◆ Task goal ◆
Select from the records below every line that has the word "they" in it.

◆ The data ◆
########################################
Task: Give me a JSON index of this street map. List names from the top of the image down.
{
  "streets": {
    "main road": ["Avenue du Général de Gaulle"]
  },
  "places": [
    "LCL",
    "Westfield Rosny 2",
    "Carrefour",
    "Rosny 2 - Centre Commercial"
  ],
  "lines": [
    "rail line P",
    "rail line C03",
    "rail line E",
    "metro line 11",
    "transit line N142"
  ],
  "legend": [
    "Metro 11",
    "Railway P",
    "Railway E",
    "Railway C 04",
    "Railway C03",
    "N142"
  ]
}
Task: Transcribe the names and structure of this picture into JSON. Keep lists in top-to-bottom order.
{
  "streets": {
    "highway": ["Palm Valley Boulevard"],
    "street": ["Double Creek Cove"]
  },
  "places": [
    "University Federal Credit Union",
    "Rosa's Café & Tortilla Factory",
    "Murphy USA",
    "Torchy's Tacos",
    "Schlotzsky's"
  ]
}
########################################
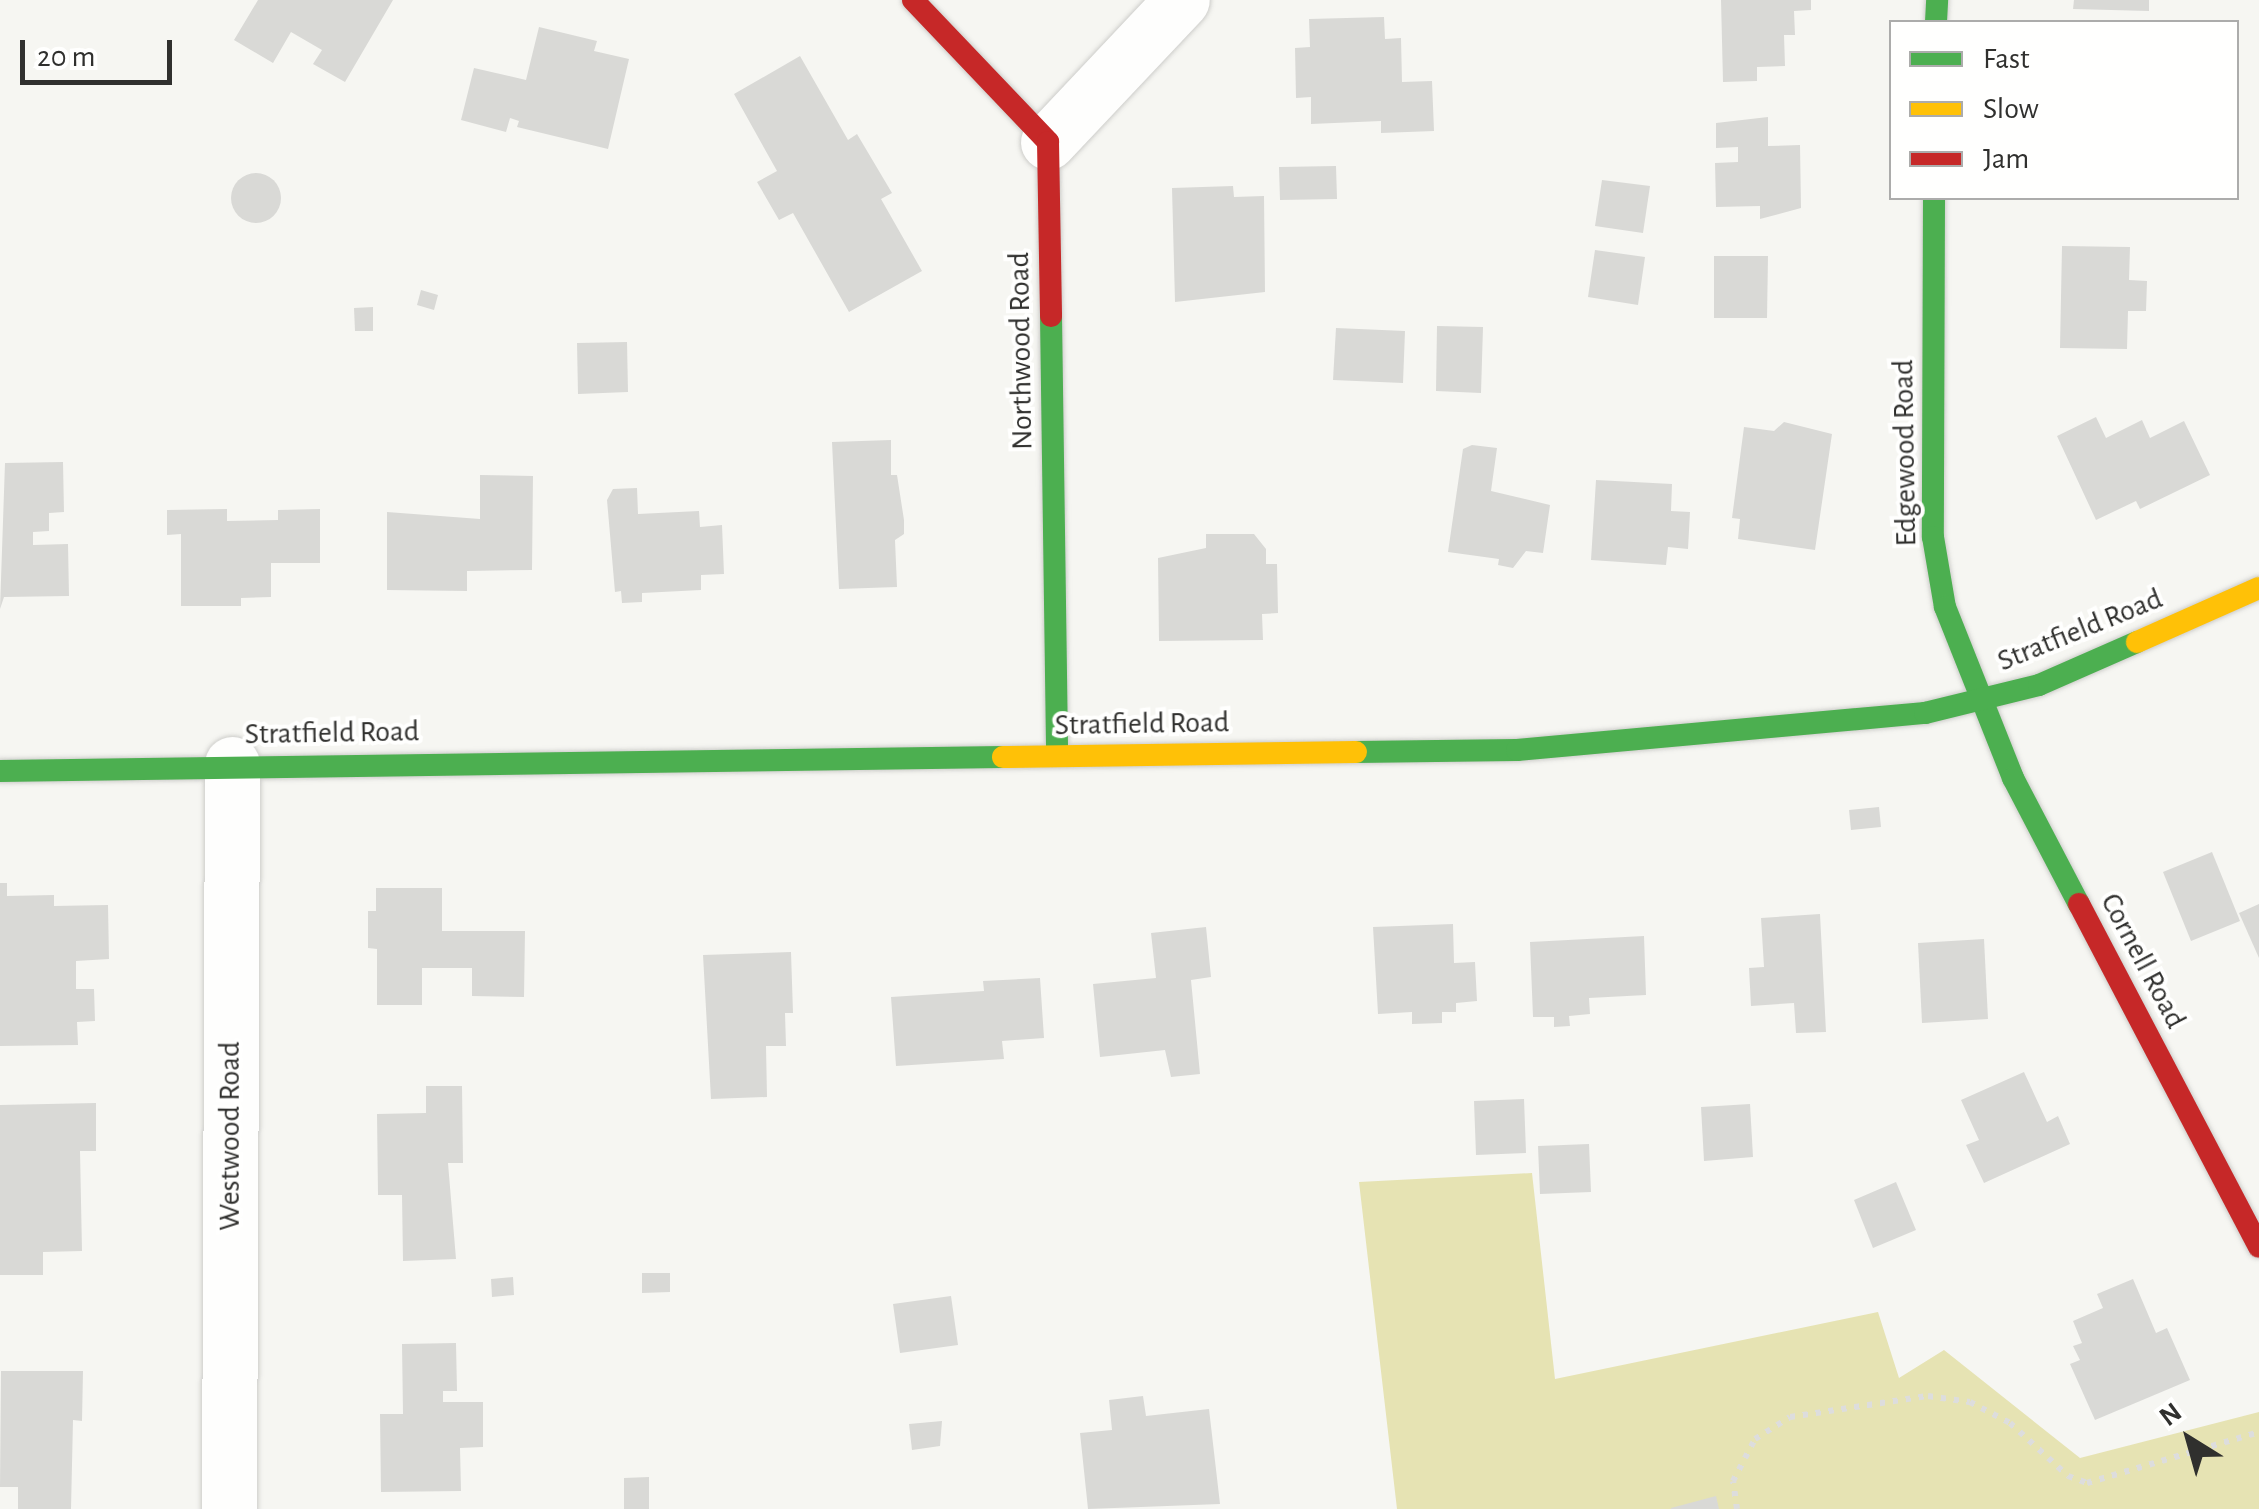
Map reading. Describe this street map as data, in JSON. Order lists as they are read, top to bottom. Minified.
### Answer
########################################
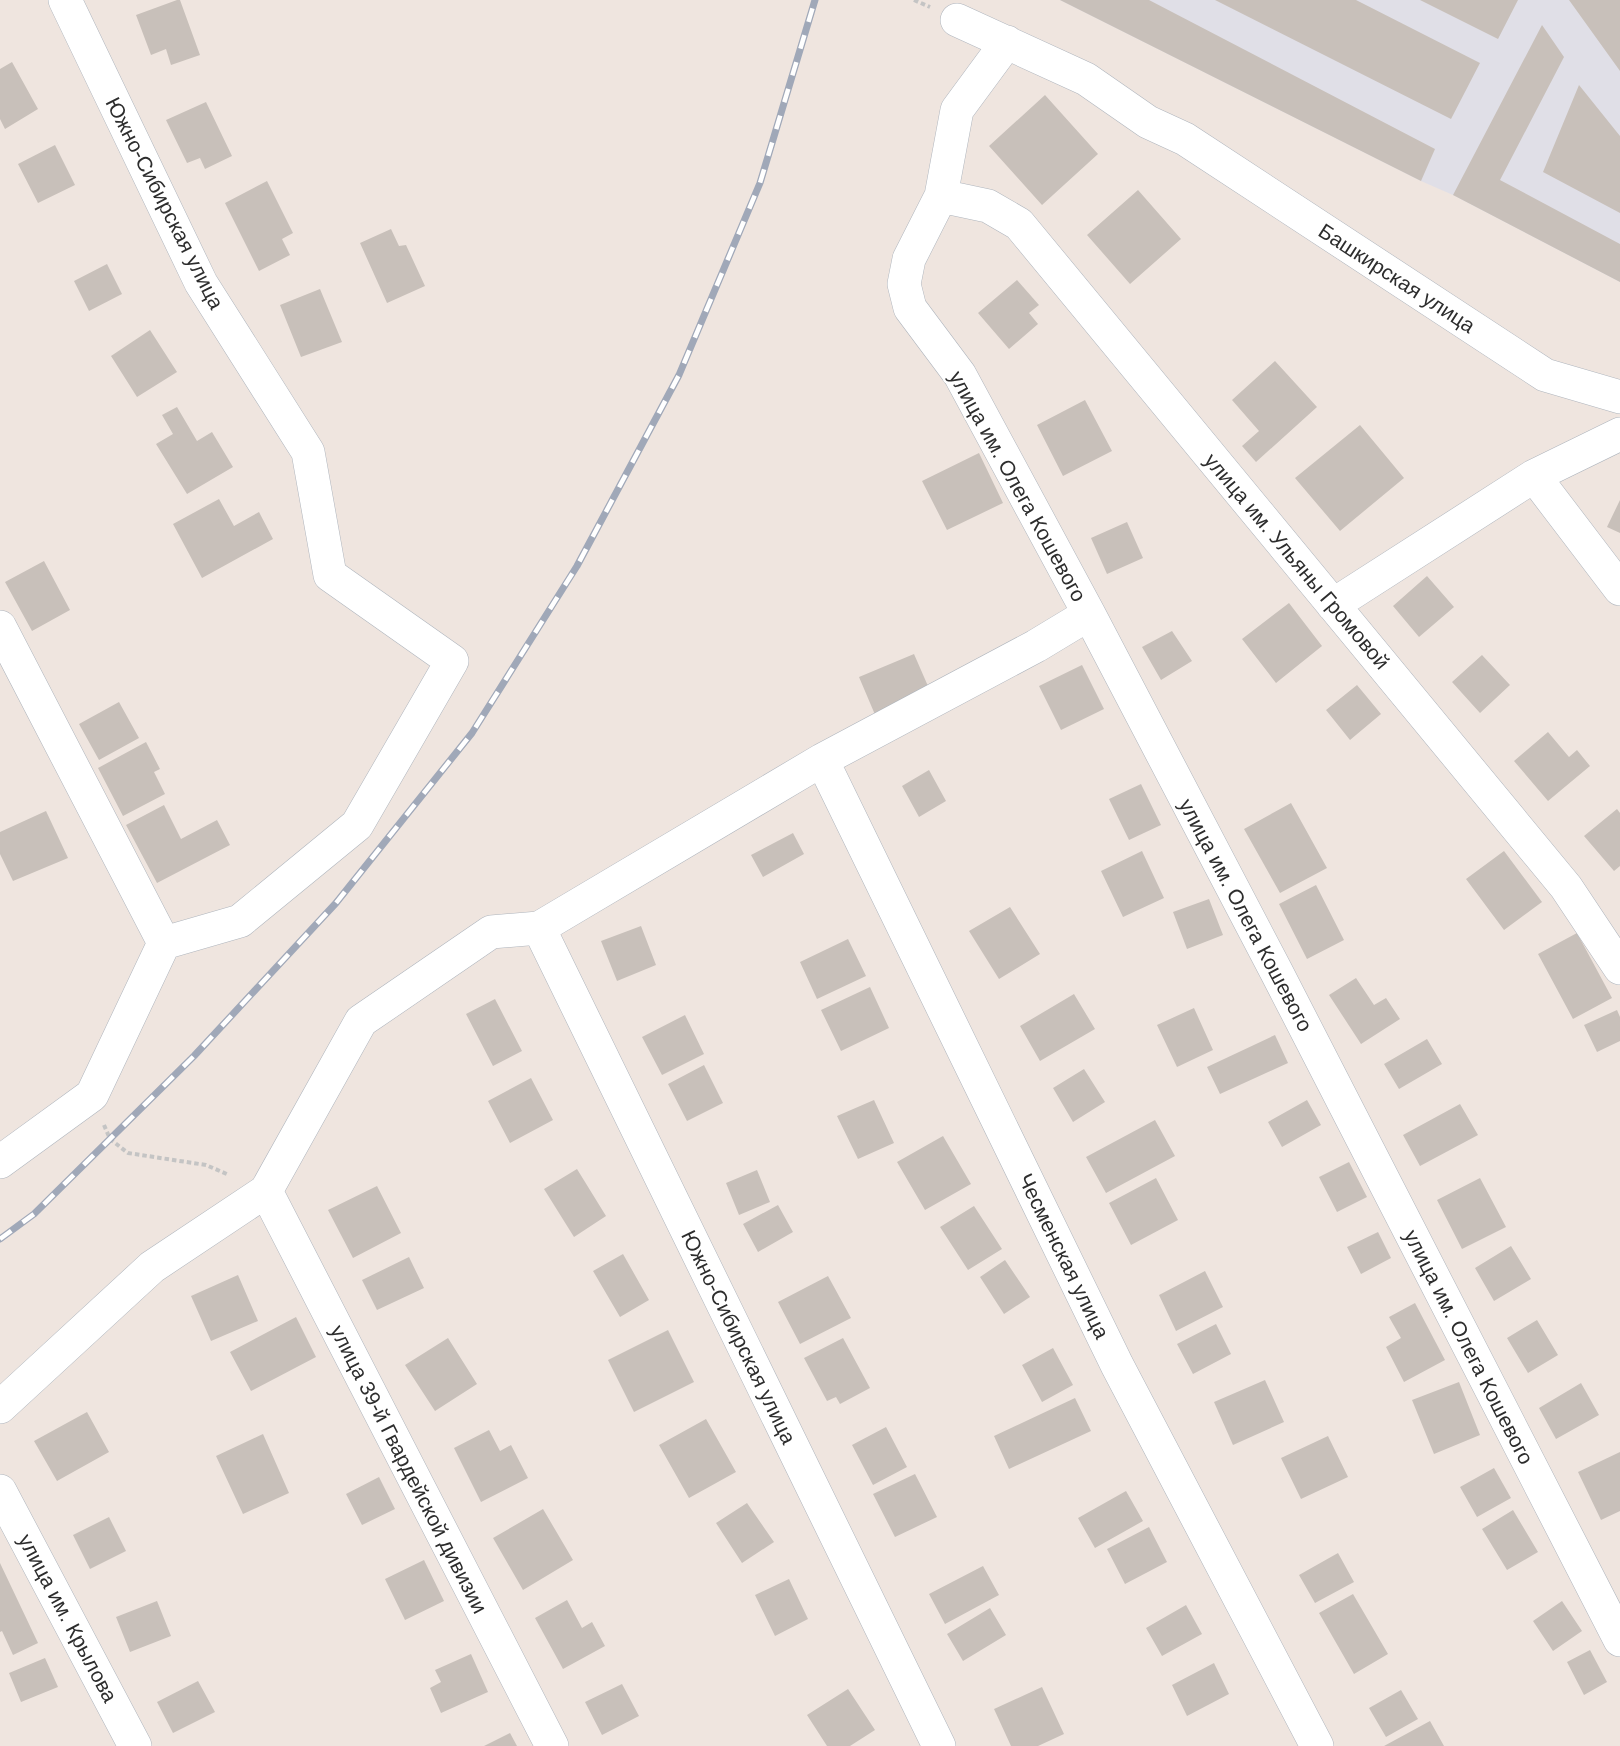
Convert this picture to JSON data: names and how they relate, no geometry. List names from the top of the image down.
########################################
◆ Solution ◆
Map reading. Describe this street map as data, in JSON. Order lists as they are read, top to bottom. Minified.
Convert this picture to JSON data: names and how they relate, no geometry. List names from the top of the image down.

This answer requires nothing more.